__What you need to do__
Filter this material down to the lines that hold "halo", copying each one.

__Recorded information__

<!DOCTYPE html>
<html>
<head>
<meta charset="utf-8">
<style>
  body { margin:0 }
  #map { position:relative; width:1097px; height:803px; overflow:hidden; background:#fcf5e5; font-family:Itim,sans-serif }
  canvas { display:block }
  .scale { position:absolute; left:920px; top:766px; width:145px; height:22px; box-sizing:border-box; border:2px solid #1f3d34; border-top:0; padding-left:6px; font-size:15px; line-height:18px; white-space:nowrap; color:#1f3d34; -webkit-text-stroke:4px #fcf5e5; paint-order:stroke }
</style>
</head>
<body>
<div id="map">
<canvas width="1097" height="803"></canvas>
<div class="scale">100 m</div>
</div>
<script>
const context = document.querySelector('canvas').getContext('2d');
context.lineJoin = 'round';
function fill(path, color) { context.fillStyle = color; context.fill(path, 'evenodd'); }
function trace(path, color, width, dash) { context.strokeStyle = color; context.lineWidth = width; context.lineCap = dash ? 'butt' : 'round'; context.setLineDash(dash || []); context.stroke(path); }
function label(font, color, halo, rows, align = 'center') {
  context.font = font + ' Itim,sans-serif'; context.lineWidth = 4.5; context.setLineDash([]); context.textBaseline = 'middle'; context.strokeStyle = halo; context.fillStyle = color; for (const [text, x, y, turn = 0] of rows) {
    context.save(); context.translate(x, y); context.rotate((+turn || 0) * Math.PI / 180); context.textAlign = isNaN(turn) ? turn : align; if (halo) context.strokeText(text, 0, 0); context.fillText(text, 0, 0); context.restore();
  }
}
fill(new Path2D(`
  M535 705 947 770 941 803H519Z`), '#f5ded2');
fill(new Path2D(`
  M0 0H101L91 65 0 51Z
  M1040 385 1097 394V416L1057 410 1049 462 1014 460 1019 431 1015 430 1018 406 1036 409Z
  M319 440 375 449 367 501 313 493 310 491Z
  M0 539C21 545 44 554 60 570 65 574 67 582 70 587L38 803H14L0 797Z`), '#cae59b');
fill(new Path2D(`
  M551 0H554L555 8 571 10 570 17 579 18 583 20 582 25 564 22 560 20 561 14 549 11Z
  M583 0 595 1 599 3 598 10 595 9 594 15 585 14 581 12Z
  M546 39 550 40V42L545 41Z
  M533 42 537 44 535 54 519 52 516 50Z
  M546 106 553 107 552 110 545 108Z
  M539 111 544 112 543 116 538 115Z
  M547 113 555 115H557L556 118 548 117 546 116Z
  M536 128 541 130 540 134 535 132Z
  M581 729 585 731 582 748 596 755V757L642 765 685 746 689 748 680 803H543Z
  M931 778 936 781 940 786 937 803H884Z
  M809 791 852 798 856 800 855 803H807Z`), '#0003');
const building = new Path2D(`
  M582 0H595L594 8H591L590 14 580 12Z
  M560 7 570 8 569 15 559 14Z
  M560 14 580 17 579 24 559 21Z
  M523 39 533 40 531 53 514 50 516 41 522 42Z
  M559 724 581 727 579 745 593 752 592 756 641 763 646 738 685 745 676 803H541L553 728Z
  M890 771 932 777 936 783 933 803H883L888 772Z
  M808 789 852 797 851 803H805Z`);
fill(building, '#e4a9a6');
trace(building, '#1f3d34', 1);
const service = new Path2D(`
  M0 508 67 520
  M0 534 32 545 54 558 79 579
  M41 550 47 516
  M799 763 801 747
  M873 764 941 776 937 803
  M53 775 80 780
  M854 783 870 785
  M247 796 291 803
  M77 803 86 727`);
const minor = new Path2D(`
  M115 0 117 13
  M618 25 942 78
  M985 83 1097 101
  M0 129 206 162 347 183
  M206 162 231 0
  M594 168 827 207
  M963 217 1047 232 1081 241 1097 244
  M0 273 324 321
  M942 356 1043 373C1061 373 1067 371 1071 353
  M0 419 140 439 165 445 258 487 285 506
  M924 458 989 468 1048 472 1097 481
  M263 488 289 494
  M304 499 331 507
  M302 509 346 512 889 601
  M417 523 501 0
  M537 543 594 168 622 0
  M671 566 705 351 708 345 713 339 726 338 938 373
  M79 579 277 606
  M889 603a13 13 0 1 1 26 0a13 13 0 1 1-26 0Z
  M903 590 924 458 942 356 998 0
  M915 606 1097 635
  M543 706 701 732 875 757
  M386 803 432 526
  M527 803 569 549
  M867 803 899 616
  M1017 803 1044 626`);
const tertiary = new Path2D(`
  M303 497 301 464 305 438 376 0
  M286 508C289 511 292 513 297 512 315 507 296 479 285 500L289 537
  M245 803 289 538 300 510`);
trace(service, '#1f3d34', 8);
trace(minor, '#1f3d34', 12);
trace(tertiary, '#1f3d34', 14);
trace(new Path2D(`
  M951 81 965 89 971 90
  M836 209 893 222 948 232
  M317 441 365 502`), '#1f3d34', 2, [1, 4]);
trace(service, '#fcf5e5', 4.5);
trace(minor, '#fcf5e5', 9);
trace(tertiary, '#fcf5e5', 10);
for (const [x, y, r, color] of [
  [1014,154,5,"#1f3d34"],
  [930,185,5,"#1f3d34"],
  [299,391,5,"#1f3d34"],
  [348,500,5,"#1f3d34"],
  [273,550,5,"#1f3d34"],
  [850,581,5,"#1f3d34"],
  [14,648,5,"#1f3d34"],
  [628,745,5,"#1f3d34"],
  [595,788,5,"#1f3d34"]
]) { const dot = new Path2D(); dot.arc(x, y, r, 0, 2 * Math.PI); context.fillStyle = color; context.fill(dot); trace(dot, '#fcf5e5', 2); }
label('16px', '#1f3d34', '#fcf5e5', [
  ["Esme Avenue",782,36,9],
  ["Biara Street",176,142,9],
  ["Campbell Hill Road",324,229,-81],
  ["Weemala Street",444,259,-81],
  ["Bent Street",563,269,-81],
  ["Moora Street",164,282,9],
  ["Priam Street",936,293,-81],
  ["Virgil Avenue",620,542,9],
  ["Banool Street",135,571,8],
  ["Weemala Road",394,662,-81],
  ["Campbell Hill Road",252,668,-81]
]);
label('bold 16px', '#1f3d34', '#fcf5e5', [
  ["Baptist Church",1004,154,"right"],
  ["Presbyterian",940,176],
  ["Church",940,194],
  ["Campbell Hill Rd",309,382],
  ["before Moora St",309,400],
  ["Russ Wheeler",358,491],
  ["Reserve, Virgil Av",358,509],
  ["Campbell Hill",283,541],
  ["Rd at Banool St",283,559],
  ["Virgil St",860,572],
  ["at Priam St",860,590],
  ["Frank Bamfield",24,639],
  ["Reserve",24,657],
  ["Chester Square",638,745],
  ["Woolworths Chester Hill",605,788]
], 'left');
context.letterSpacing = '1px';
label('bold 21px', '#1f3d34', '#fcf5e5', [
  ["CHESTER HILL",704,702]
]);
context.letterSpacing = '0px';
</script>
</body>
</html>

__Result of this exercise__
function label(font, color, halo, rows, align = 'center') {
  context.font = font + ' Itim,sans-serif'; context.lineWidth = 4.5; context.setLineDash([]); context.textBaseline = 'middle'; context.strokeStyle = halo; context.fillStyle = color; for (const [text, x, y, turn = 0] of rows) {
    context.save(); context.translate(x, y); context.rotate((+turn || 0) * Math.PI / 180); context.textAlign = isNaN(turn) ? turn : align; if (halo) context.strokeText(text, 0, 0); context.fillText(text, 0, 0); context.restore();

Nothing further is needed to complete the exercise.